Subject terms add value to a search by helping you find additional items that are related in emphasis, that cover similar content, or that have the same purpose.

Subject terms are what ensure that you get to all the relevant information on a given topic, regardless of the keywords with which you start. You might see them called descriptors  in certain databases.  Whatever the nomenclature, their usefulness is in helping  you get around the slippery nature of language.

SEARCH CONVENTIONS TO HELP YOU STRUCTURE AND DEFINE YOUR SEARCHES

image of 5 search techniques

OPTIONS TO FILTER, MODIFY, REFINE, AND RE-SORT RESULTS

screenshot of the left side search limits in Academic Search Premier, a Harvard Library journal database. Limits include sourt type subject terms publisher geography and moreMost databases will present you with ways you can drill down into your initial search results to get better or just more targeted information to surface closer to the top.

Limiting to English (or another language), by resource type, to peer reviewed/academic journals, or to a range of dates are pretty standard ways of customizing a keyword search.

Most databases will rank results algorithmically by relevance, as Google does. If you prefer to see the results in chronological order, you should be able to resort your results by earliest date or have them display in reverse chronological order. You can also choose to rank by relevance if that's not the default.

In HOLLIS, these filters appear on the right side of the screen when your search results display. In most other library databases you use, you'll find them on the left side of the screen.

LINKS TO INFORMATION ABOUT ONLINE (or PRINT) AVAILABILITY

Many journal databases now provide complete full-text of the materials they contain.  But just as many offer full-text more selectively. 

When full-text links don't appear, however, you’ll almost always see a button that looks like this: square blue Try Harvard Library icon

Clicking on it will initiate a search through Harvard's other library databases in search of full-text.

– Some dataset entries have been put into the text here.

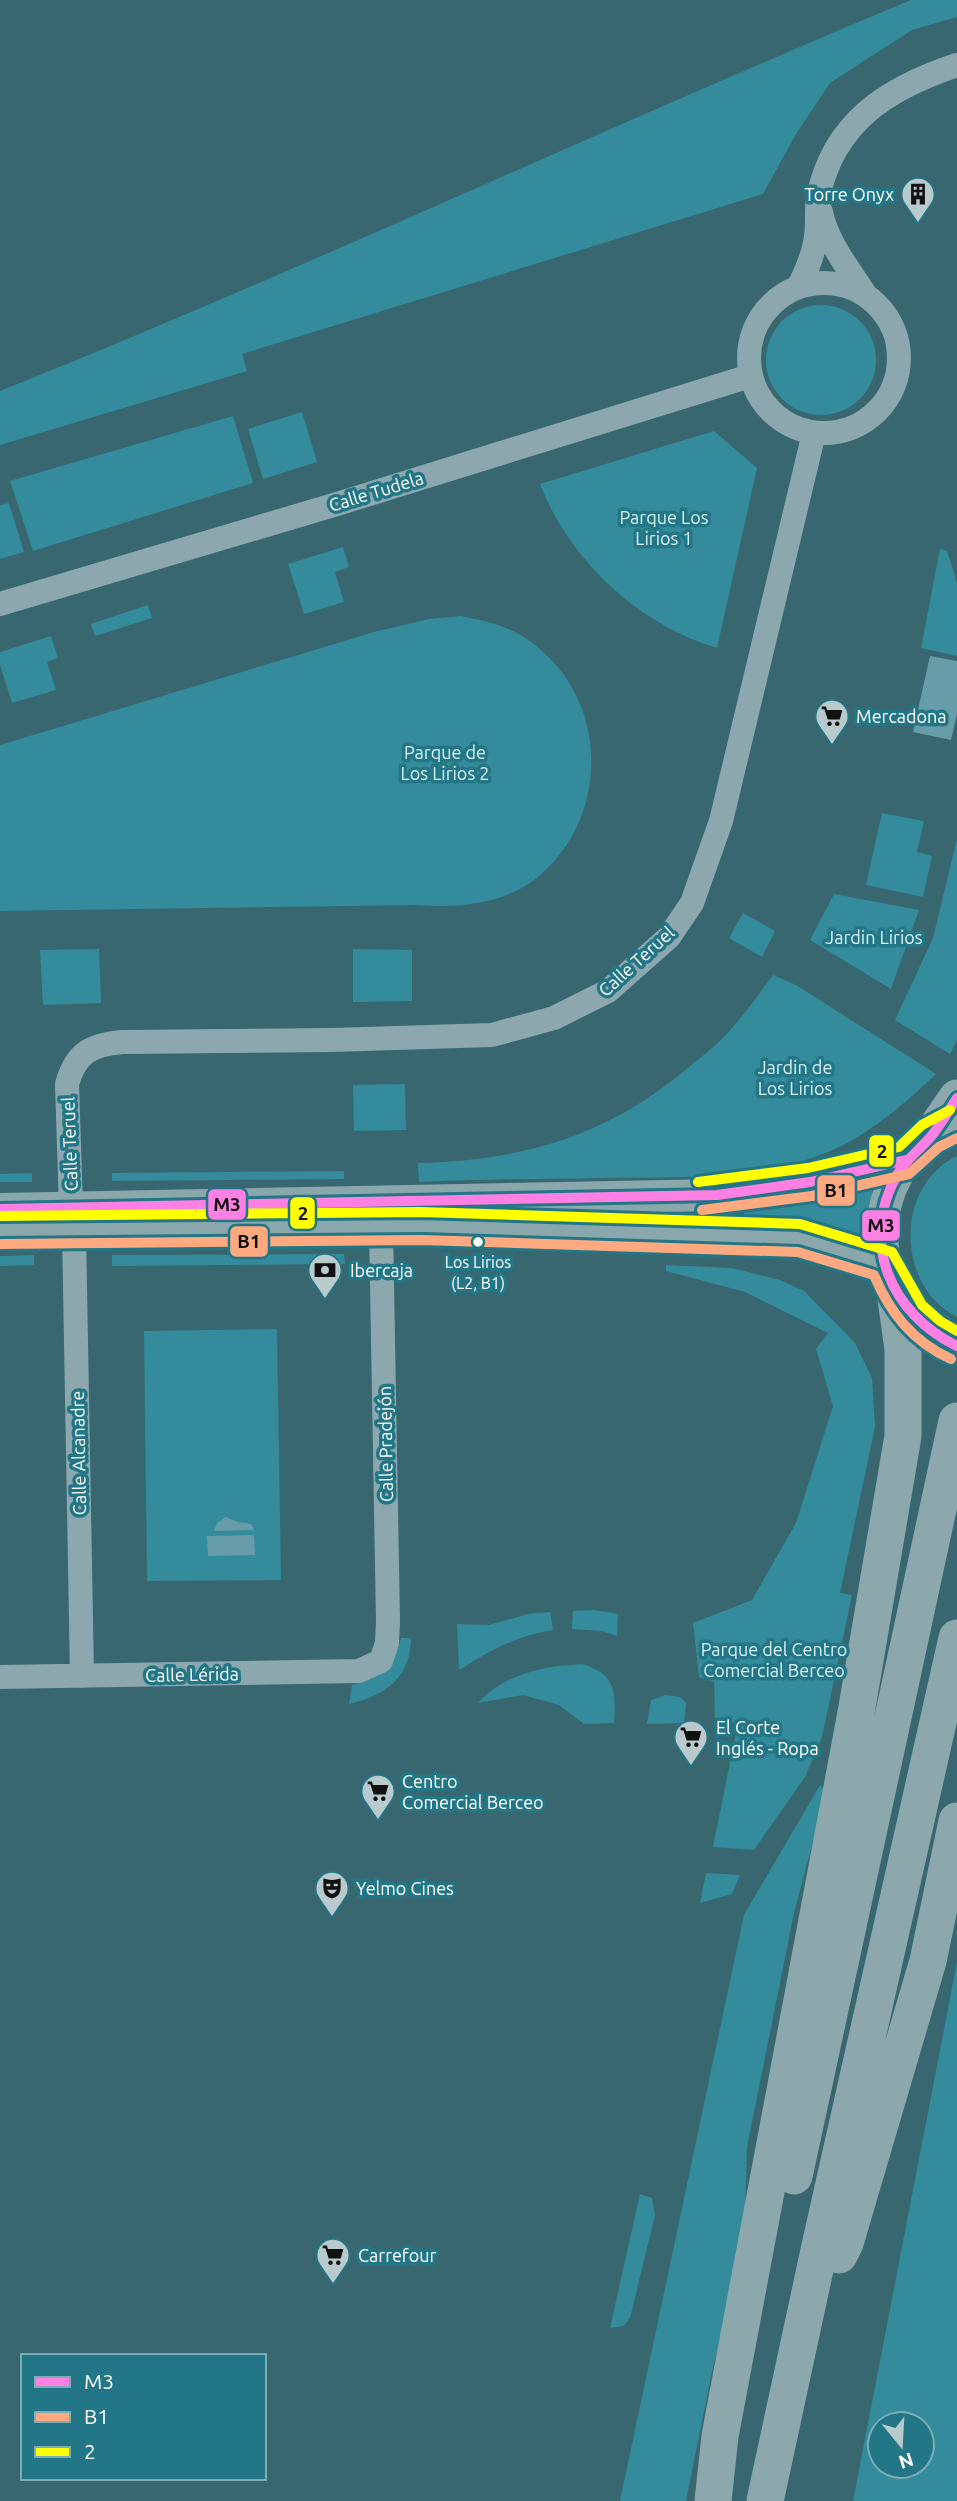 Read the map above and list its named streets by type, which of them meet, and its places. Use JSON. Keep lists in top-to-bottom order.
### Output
{
  "streets": {
    "street": [
      "Calle Tudela",
      "Calle Teruel",
      "Calle Pradejón",
      "Calle Alcanadre",
      "Calle Lérida"
    ]
  },
  "crossings": [
    ["Calle Tudela", "Calle Teruel"],
    ["Calle Teruel", "Calle Alcanadre"],
    ["Calle Pradejón", "Calle Lérida"],
    ["Calle Alcanadre", "Calle Lérida"]
  ],
  "parks": [
    "Parque Los Lirios 1",
    "Parque de Los Lirios 2",
    "Jardin Lirios",
    "Jardin de Los Lirios",
    "Parque del Centro Comercial Berceo"
  ],
  "places": {
    "building": ["Torre Onyx"],
    "supermarket": [
      "Mercadona",
      "El Corte Inglés - Ropa",
      "Centro Comercial Berceo",
      "Carrefour"
    ],
    "other": ["Los Lirios (L2, B1)"],
    "bank": ["Ibercaja"],
    "theatre": ["Yelmo Cines"]
  },
  "lines": ["transit line M3", "transit line 2", "transit line B1"],
  "legend": ["M3", "B1", "2"],
  "north": "bottom"
}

If full-text isn't available, the software will prompt  you to put in a Scan and Deliver request. We'll get you a PDF of the article, quickly, another way.

To use square blue Try Harvard Library icon with Google Scholar, follow the directions we give here.

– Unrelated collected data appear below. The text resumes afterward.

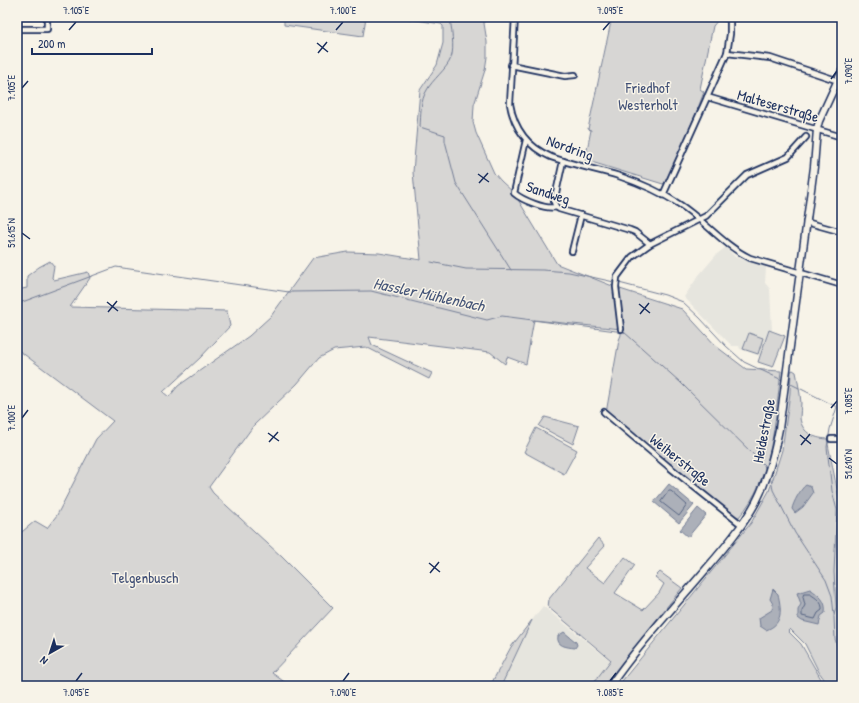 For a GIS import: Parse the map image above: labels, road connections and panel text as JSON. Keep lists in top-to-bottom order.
{
  "streets": {
    "main road": ["Heidestraße"],
    "street": [
      "Malteserstraße",
      "Nordring",
      "Sandweg",
      "Weiherstraße"
    ]
  },
  "crossings": [
    ["Malteserstraße", "Heidestraße"],
    ["Nordring", "Sandweg"],
    ["Nordring", "Heidestraße"],
    ["Heidestraße", "Weiherstraße"]
  ],
  "water": ["Hassler Mühlenbach"],
  "parks": ["Friedhof Westerholt", "Telgenbusch"],
  "scale_bar": "200 m",
  "north": "bottom left",
  "coordinates": [
    "7.105°E",
    "7.100°E",
    "7.095°E",
    "7.090°E",
    "51.615°N",
    "7.085°E",
    "51.610°N"
  ]
}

LINKS TO RELATED RESOURCES

Screen real estate is super important: so focus not just on what's directly in front of you, but also on what's off to the side. There are always embedded clues that might push your searching forward. 

 In HOLLIS, for example,  opening up an article record often presents you with an algorithmically-generated short list of  recommended reading. For books, HOLLIS offers a shelf view option (at the bottom of the item record, not the side).

Subject databases often do the same thing: a few even go so far as to tell you what users also read -- not just what's algorithmically appropriate. Some (like ProQuest) offer foundational research related to a topic, when available, or primary sources (e.g., newspaper articles) that might complete your picture of an event. 

And Google Scholar works this way, as well: under a citation, you'll see links for related and cited by (i.e., who used the research after publication).